What needs to be done:
Nothing but an exact copy of the records is expected here.

Exercise data:
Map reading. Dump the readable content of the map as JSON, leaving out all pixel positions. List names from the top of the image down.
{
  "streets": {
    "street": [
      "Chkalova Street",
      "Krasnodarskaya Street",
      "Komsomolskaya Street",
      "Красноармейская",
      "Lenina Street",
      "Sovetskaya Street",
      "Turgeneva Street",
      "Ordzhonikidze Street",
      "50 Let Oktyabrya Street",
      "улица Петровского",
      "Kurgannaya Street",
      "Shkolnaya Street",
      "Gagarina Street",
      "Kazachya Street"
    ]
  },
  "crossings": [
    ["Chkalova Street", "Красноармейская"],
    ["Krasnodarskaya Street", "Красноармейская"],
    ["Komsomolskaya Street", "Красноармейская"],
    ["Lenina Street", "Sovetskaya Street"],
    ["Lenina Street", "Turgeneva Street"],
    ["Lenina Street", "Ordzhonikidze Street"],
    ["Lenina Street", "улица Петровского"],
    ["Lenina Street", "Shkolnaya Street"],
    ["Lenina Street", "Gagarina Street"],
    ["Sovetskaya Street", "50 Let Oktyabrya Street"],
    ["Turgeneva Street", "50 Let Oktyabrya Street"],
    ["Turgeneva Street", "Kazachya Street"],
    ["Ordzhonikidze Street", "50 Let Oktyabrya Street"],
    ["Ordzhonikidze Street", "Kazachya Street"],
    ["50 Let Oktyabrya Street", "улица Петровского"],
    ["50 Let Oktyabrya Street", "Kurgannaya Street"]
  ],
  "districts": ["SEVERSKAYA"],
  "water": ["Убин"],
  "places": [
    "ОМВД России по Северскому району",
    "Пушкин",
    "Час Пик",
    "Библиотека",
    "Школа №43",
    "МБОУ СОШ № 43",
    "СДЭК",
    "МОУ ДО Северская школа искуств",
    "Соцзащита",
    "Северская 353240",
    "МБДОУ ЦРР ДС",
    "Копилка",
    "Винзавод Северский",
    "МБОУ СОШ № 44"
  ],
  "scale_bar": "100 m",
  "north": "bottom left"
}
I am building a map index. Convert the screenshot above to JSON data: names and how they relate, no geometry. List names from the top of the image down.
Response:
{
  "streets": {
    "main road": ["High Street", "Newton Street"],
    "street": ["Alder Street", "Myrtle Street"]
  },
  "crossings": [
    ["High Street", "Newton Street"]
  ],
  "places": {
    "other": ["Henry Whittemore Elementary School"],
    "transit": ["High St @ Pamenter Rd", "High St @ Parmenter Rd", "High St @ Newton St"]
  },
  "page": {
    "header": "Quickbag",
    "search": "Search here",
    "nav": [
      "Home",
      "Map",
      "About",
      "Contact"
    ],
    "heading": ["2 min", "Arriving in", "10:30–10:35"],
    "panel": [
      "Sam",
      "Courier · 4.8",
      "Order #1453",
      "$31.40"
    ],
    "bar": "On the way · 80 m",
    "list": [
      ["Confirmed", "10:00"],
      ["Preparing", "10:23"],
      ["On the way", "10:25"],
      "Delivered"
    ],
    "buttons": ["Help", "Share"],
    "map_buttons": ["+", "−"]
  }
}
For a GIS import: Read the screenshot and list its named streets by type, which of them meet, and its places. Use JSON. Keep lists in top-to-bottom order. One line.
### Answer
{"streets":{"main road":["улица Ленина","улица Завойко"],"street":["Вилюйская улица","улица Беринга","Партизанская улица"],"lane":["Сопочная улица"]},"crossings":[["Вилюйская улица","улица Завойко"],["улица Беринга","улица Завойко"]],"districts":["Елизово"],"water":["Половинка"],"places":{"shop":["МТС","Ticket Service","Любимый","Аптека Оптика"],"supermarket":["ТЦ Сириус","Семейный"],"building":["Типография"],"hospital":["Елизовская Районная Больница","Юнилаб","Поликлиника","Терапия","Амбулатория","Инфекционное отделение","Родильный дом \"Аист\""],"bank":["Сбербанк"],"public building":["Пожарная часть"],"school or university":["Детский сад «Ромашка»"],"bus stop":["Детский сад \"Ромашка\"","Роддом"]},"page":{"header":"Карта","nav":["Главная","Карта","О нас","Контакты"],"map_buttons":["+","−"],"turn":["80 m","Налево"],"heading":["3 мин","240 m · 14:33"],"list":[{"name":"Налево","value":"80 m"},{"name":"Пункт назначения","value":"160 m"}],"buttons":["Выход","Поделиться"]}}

Answer space:
Map reading. Dump the readable content of the map as JSON, leaving out all pixel positions. List names from the top of the image down.
{
  "streets": {
    "street": [
      "Chkalova Street",
      "Krasnodarskaya Street",
      "Komsomolskaya Street",
      "Красноармейская",
      "Lenina Street",
      "Sovetskaya Street",
      "Turgeneva Street",
      "Ordzhonikidze Street",
      "50 Let Oktyabrya Street",
      "улица Петровского",
      "Kurgannaya Street",
      "Shkolnaya Street",
      "Gagarina Street",
      "Kazachya Street"
    ]
  },
  "crossings": [
    ["Chkalova Street", "Красноармейская"],
    ["Krasnodarskaya Street", "Красноармейская"],
    ["Komsomolskaya Street", "Красноармейская"],
    ["Lenina Street", "Sovetskaya Street"],
    ["Lenina Street", "Turgeneva Street"],
    ["Lenina Street", "Ordzhonikidze Street"],
    ["Lenina Street", "улица Петровского"],
    ["Lenina Street", "Shkolnaya Street"],
    ["Lenina Street", "Gagarina Street"],
    ["Sovetskaya Street", "50 Let Oktyabrya Street"],
    ["Turgeneva Street", "50 Let Oktyabrya Street"],
    ["Turgeneva Street", "Kazachya Street"],
    ["Ordzhonikidze Street", "50 Let Oktyabrya Street"],
    ["Ordzhonikidze Street", "Kazachya Street"],
    ["50 Let Oktyabrya Street", "улица Петровского"],
    ["50 Let Oktyabrya Street", "Kurgannaya Street"]
  ],
  "districts": ["SEVERSKAYA"],
  "water": ["Убин"],
  "places": [
    "ОМВД России по Северскому району",
    "Пушкин",
    "Час Пик",
    "Библиотека",
    "Школа №43",
    "МБОУ СОШ № 43",
    "СДЭК",
    "МОУ ДО Северская школа искуств",
    "Соцзащита",
    "Северская 353240",
    "МБДОУ ЦРР ДС",
    "Копилка",
    "Винзавод Северский",
    "МБОУ СОШ № 44"
  ],
  "scale_bar": "100 m",
  "north": "bottom left"
}
I am building a map index. Convert the screenshot above to JSON data: names and how they relate, no geometry. List names from the top of the image down.
Response:
{
  "streets": {
    "main road": ["High Street", "Newton Street"],
    "street": ["Alder Street", "Myrtle Street"]
  },
  "crossings": [
    ["High Street", "Newton Street"]
  ],
  "places": {
    "other": ["Henry Whittemore Elementary School"],
    "transit": ["High St @ Pamenter Rd", "High St @ Parmenter Rd", "High St @ Newton St"]
  },
  "page": {
    "header": "Quickbag",
    "search": "Search here",
    "nav": [
      "Home",
      "Map",
      "About",
      "Contact"
    ],
    "heading": ["2 min", "Arriving in", "10:30–10:35"],
    "panel": [
      "Sam",
      "Courier · 4.8",
      "Order #1453",
      "$31.40"
    ],
    "bar": "On the way · 80 m",
    "list": [
      ["Confirmed", "10:00"],
      ["Preparing", "10:23"],
      ["On the way", "10:25"],
      "Delivered"
    ],
    "buttons": ["Help", "Share"],
    "map_buttons": ["+", "−"]
  }
}
For a GIS import: Read the screenshot and list its named streets by type, which of them meet, and its places. Use JSON. Keep lists in top-to-bottom order. One line.
### Answer
{"streets":{"main road":["улица Ленина","улица Завойко"],"street":["Вилюйская улица","улица Беринга","Партизанская улица"],"lane":["Сопочная улица"]},"crossings":[["Вилюйская улица","улица Завойко"],["улица Беринга","улица Завойко"]],"districts":["Елизово"],"water":["Половинка"],"places":{"shop":["МТС","Ticket Service","Любимый","Аптека Оптика"],"supermarket":["ТЦ Сириус","Семейный"],"building":["Типография"],"hospital":["Елизовская Районная Больница","Юнилаб","Поликлиника","Терапия","Амбулатория","Инфекционное отделение","Родильный дом \"Аист\""],"bank":["Сбербанк"],"public building":["Пожарная часть"],"school or university":["Детский сад «Ромашка»"],"bus stop":["Детский сад \"Ромашка\"","Роддом"]},"page":{"header":"Карта","nav":["Главная","Карта","О нас","Контакты"],"map_buttons":["+","−"],"turn":["80 m","Налево"],"heading":["3 мин","240 m · 14:33"],"list":[{"name":"Налево","value":"80 m"},{"name":"Пункт назначения","value":"160 m"}],"buttons":["Выход","Поделиться"]}}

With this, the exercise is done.